Patriarchy is most obviously seen in the historical norm of most countries being ruled almost entirely by men. But recent history has shown that more and more countries are electing women to high political offices, including as heads of state. The United Nations’ UN Women division, has recently reported that globally, since September 2021, 26 women were serving as Heads of State and/or Government in 24 countries. 2022 saw more women being voted in as heads of state. The report goes on to state that: ‘many of these women are being praised for their innovative and effective leadership and for offering unique and fresh perspectives on the challenges their countries face.’
As I’ve argued before, when women are elected to top positions that enable them to express their own value systems without fear or favour, this unleashes great potential for change. Both Sisulu and Dlamini-Zuma are high-potential conduits for the change that the majority have been clamouring for since 1994.
What is clear though, is that Sisulu and Dlamini-Zuma are perceived as a threat by both white monopoly capital and their lackeys in the ANC. Just as the sexual assault case brought against Finance Minister, Enoch Godongwana, became a threat to the neoliberal economy so too is the potential of a progressive President and Deputy President in South Africa, perceived as a threat to the Western economic stranglehold over the land’s resources and discourse. In this regard we are sure to see (yet again) guns blazing to destroy this campaign through well-funded smear crusades aided and abetted by white capital and the corporate media in South Africa. This is another gauntlet for the pair to run.

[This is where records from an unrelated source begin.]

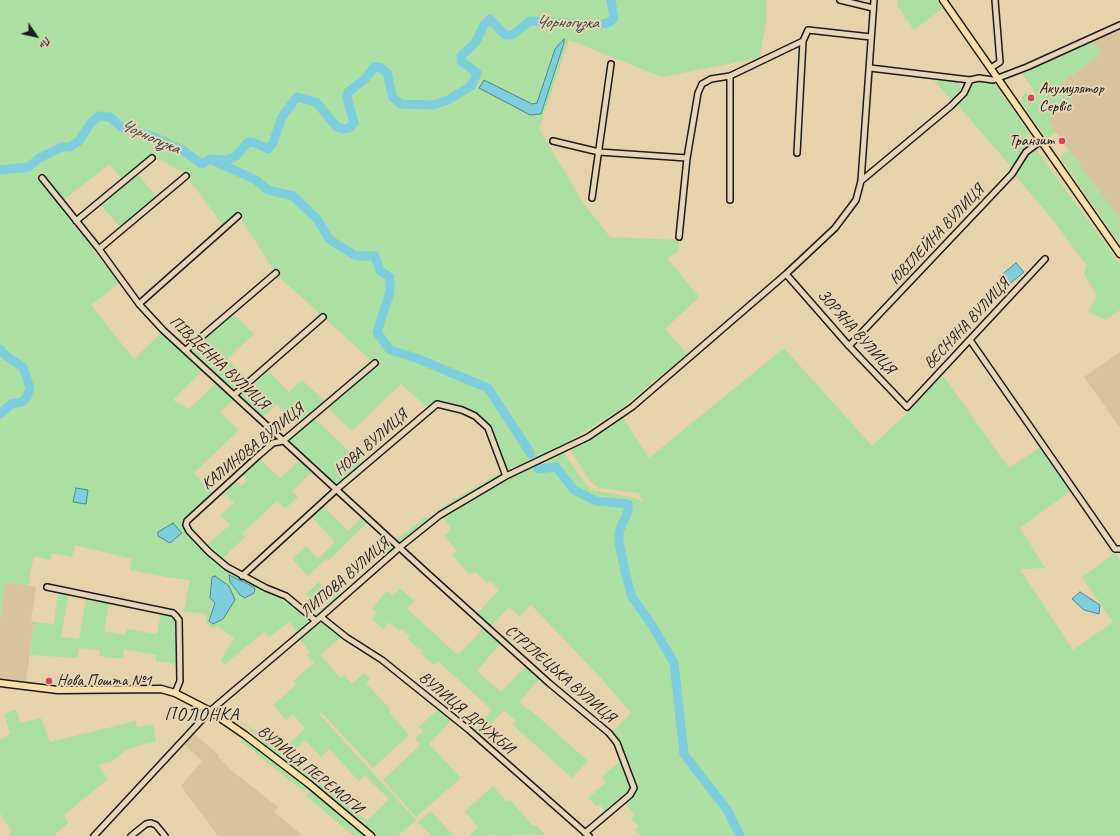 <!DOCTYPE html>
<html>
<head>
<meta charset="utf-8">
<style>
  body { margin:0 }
  #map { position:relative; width:1120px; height:836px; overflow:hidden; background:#e6d2ab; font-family:Caveat,sans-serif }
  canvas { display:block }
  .north { position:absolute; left:16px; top:16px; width:40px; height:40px; -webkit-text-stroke:3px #e7d5b3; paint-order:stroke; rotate:124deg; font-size:11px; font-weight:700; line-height:16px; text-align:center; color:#1c1c1c }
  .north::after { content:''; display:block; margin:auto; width:14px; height:18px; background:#1c1c1c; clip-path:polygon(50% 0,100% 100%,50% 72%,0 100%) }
</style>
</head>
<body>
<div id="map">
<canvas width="1120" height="836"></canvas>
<div class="north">Пн</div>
</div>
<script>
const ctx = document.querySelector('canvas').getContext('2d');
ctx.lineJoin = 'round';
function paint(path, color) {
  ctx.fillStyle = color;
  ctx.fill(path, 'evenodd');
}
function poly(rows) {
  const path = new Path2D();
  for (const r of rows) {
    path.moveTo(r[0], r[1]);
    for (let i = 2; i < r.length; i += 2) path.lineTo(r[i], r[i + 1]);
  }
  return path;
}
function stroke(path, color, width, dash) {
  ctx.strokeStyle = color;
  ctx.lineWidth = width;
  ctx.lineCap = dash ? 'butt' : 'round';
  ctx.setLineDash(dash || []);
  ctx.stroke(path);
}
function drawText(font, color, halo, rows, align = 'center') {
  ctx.font = font + ' Caveat,sans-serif';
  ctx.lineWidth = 4;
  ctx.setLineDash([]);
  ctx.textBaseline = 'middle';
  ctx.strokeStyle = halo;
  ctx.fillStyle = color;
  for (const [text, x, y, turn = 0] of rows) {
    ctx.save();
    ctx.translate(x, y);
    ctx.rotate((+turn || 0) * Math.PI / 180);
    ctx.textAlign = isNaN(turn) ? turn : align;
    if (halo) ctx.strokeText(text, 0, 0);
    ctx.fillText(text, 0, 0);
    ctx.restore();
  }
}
paint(poly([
  [1120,28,1120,220,1047,120,1073,101,1061,84,1100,53,1092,41],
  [1120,352,1120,428,1084,377],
  [5,582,36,587,31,621,34,622,26,681,0,678,0,620],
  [193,733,219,755,218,757,227,765,226,766,278,807,274,812,301,834,299,836,218,836,181,786,202,761,183,743]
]), '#d7c39c');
paint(poly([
  [0,0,766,0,766,23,759,58,662,77,569,40,539,129,584,204,610,237,679,240,678,252,667,258,699,297,665,329,687,354,619,410,552,451,506,470,491,427,477,414,463,407,443,401,435,401,427,407,401,384,352,431,327,407,381,361,376,357,372,361,277,275,237,213,223,225,184,173,152,155,123,179,109,164,63,201,41,173,37,177,119,283,91,305,134,359,161,333,203,370,173,400,189,409,216,383,234,399,220,412,239,430,194,473,212,493,188,516,185,525,208,553,285,598,310,618,310,622,298,633,289,622,269,637,264,632,224,665,221,661,234,638,217,626,213,629,206,624,207,614,184,611,190,580,172,578,130,570,132,559,75,545,72,557,52,553,50,560,34,556,28,586,5,582,0,620],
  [222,582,229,586,209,621],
  [898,0,936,0,942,9,914,30,898,6],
  [1092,41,1101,53,1061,84,1073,101,1047,120,1056,132,1047,139,1022,103,1022,96,1026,92,1031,99,1037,95,1022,74],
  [933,79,955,80,960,86,962,92,952,101],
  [982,81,994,83,1030,134,1024,138,1030,145,1024,150,1012,168,957,104,966,94,971,85],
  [1035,148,1120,264,1120,310,1106,320,1088,312,1097,296,1084,273,1087,266,1050,216,1015,176,1028,154],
  [1069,150,1120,220,1119,243,1060,157],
  [137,173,156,196,120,227,100,204],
  [233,314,254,334,227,359,248,379,233,391,191,351],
  [784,348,872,446,908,412,942,374,1009,468,1042,446,1072,490,1020,528,1045,568,1020,569,1073,650,1113,622,1082,577,1115,553,1120,560,1120,836,641,836,635,830,639,827,631,819,635,815,623,802,636,785,619,739,612,732,631,713,601,678,531,605,519,616,509,607,491,626,477,614,499,590,490,580,487,583,475,571,470,575,452,555,457,551,444,536,451,529,443,518,507,479,564,453,583,481,591,490,636,498,643,502,639,493,599,488,591,482,570,450,623,418,649,458],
  [268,371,289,392,302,380,325,401,298,424,277,404,262,418,239,397],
  [314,418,363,464,337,485,287,441],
  [259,458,280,478,299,461,312,472,292,491,298,497,285,509,277,501,242,533,245,537,222,559,239,573,210,552,190,530,188,521,216,496,217,497,189,521,189,524,207,545,230,525,221,515,234,503,223,492,235,480,241,486,247,481,242,474],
  [501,472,502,476,403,542,396,540,425,517,428,519,445,505],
  [335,492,338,492,394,544,394,548,384,557,381,555,392,545,368,522,328,561,326,559,308,576,292,559,306,546,318,559,335,542,311,516],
  [337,495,340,495,363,517,348,531,324,507],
  [265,557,249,574,250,576,287,594,311,612,304,603,310,598,306,594,319,582,331,595,313,613,317,614,339,592,341,594,321,613,313,616,287,595,249,577,249,571],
  [400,588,414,601,407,609,458,655,484,628,501,643,477,671,501,692,526,666,540,678,519,702,527,709,528,708,588,761,572,778,513,725,516,721,504,710,480,736,474,731,492,710,438,661,434,665,420,653,422,651,408,639,410,636,402,629,399,631,389,622,383,629,372,619,377,613,372,608,387,591,393,596],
  [58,592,69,594,61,637,79,639,86,598,109,602,104,631,126,635,127,629,157,634,161,613,172,615,176,620,176,664,156,661,156,655,124,649,123,659,99,656,100,650,79,648,77,658,30,655,34,622,54,624],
  [323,621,342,636,320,655,341,678,344,675,352,684,364,673,370,679,366,683,391,710,389,712,409,735,373,768,321,712,319,714,416,820,398,836,376,836,270,750,258,736,251,732,250,728,223,711,220,707,268,739,283,750,305,728,293,714,286,720,273,705,296,685,293,681,314,663,307,655,310,652,300,640],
  [305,740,321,757,329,749,359,781,365,776,389,799,367,821,289,756],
  [16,709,20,723,41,718,50,742,136,721,137,727,153,724,156,742,140,745,126,750,111,762,98,765,108,779,64,815,68,823,54,836,10,836,9,834,12,832,0,813,0,740,10,733,4,714],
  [438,709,451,721,429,744,461,778,416,817,383,780,420,745,415,739,423,731,419,727],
  [243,739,308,787,304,792,241,741],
  [623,758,633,785,632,792,587,829,606,812,599,804,596,806,588,798,606,782,602,777],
  [493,786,507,802,510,800,533,826,536,825,545,835,492,836,490,834,488,836,469,836,478,827,465,811],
  [311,790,366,836,354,836,306,796],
  [431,811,454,836,431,836,418,822]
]), '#abe0a2');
const water = poly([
  [564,39,564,43,541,114,530,115,479,88,484,80,532,104,537,103,555,49,564,39],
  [1016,263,1024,272,1007,286,999,277,1016,263],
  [76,488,88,490,86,504,73,502,76,488],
  [173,523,182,533,170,543,158,536,158,532,173,523],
  [229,575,254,587,255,590,254,593,245,598,240,595,230,582,229,575],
  [215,576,229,586,235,600,223,619,213,624,209,621,215,603,210,598,212,577,215,576],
  [1080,592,1100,605,1099,614,1084,610,1072,599,1080,592]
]);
paint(water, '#7fcedd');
stroke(water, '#578790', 1);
stroke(poly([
  [214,161,256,180,268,190,293,196,317,219,330,240,356,256,375,256,380,271,390,277,390,292,377,332,390,350,416,358,488,388,531,454],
  [0,170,29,167,39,158,62,147,70,147,79,141,90,124,99,116,110,117,121,127,152,136,182,150,202,164,210,159,227,160,236,156,248,142,255,143,268,149,273,143,282,117,297,97,316,102,336,126,343,129,349,128,354,123,347,98,348,92,365,79,374,67,380,67,387,73,393,98,401,104,433,105,448,100,471,86,477,73,461,61,461,56,475,43,484,25,490,19,505,35,512,35,530,21,598,25,610,22,614,18,611,0],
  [0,349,6,356,23,367,30,388,27,397,22,402,11,404,0,414],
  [538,469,556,467,574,490,596,501,628,504,628,511,619,532,619,542,626,576,632,597,652,625,674,663,684,754,728,811,740,836]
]), '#7fcedd', 9);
const minor = poly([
  [840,0,873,8],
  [870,68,970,80,979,78,993,80,1027,67,1120,25],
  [991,68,1000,62,995,0],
  [553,141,599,152,687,158],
  [797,153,803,41],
  [42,178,99,249,139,304,163,330,426,572,549,683,609,733,617,743,634,788,630,795,585,833],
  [861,181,951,106,964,93,970,80],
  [592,198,611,64],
  [730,200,730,76],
  [76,221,152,158],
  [679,237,687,158,698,93,702,84,711,79,730,76,803,41,808,30,871,37],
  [99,249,186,176],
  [786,274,849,346,907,407,1045,259],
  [139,304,238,216],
  [970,340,1115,549,1120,549],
  [849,346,1012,174,1026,152,1041,141],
  [186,350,276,273],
  [234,395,323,317],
  [242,576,337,489,437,404,462,410,475,416,488,428,506,476],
  [47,587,173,613,176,616,179,620,180,681,175,693],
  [321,617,346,637,382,660,469,730,589,836],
  [316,621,286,596,266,588,227,567,209,552,189,531,186,525,187,521,258,456,273,443,283,441,375,363],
  [94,836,210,711,316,621,400,547,440,515,506,476,588,437,632,407,786,274,835,228,856,200,861,181,874,0],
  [131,836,146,824,151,823,156,825,165,836]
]);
const major = poly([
  [943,0,1120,254],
  [0,683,58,690,161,689,175,693,210,711,245,735,309,784,371,836]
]);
stroke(minor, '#1c1c1c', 8);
stroke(major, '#1c1c1c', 9);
stroke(minor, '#e7d5b3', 5);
stroke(major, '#f8deab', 6);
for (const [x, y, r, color] of [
  [1031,98,4,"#d1495b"],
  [1062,141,4,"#d1495b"],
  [49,681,4,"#d1495b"]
]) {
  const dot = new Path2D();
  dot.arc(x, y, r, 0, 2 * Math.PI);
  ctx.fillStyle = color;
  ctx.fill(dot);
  stroke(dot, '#e7d5b3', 1.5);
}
drawText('16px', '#1c1c1c', '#e7d5b3', [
  ["Акумулятор",1039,89],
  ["Сервіс",1039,107],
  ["Транзит",1054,141,"right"],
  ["Нова Пошта №1",57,681]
], 'left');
drawText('16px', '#1c1c1c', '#e7d5b3', [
  ["ЮВІЛЕЙНА ВУЛИЦЯ",937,235,-47],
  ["ВЕСНЯНА ВУЛИЦЯ",967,324,-47],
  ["ЗОРЯНА ВУЛИЦЯ",856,332,48],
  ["ПІВДЕННА ВУЛИЦЯ",219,363,43],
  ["НОВА ВУЛИЦЯ",371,443,-41],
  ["КАЛИНОВА ВУЛИЦЯ",253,447,-39],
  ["ЛИПОВА ВУЛИЦЯ",345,578,-41],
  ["СТРІЛЕЦЬКА ВУЛИЦЯ",560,674,41],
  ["ВУЛИЦЯ ДРУЖБИ",466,713,40],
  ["ВУЛИЦЯ ПЕРЕМОГИ",310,770,39]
]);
drawText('italic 17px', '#35484c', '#e7d5b3', [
  ["Чорногузка",567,23,1],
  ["Чорногузка",150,137,24]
]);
ctx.letterSpacing = '1px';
drawText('18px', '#1c1c1c', '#e7d5b3', [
  ["ПОЛОНКА",202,715]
]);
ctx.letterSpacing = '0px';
</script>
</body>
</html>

Perhaps it is time for them to state publicly their pro-decolonisation manifesto for South Africa, because after all their success or failure lies with the branch votes rather than the general public and it is in branches where the people’s hopes and aspirations are to be found, rather than in the poison pens of privileged journalists.
*Gillian Schutte is an award-winning independent filmmaker, writer, and social justice activist. She is a founding member of Media for Justice.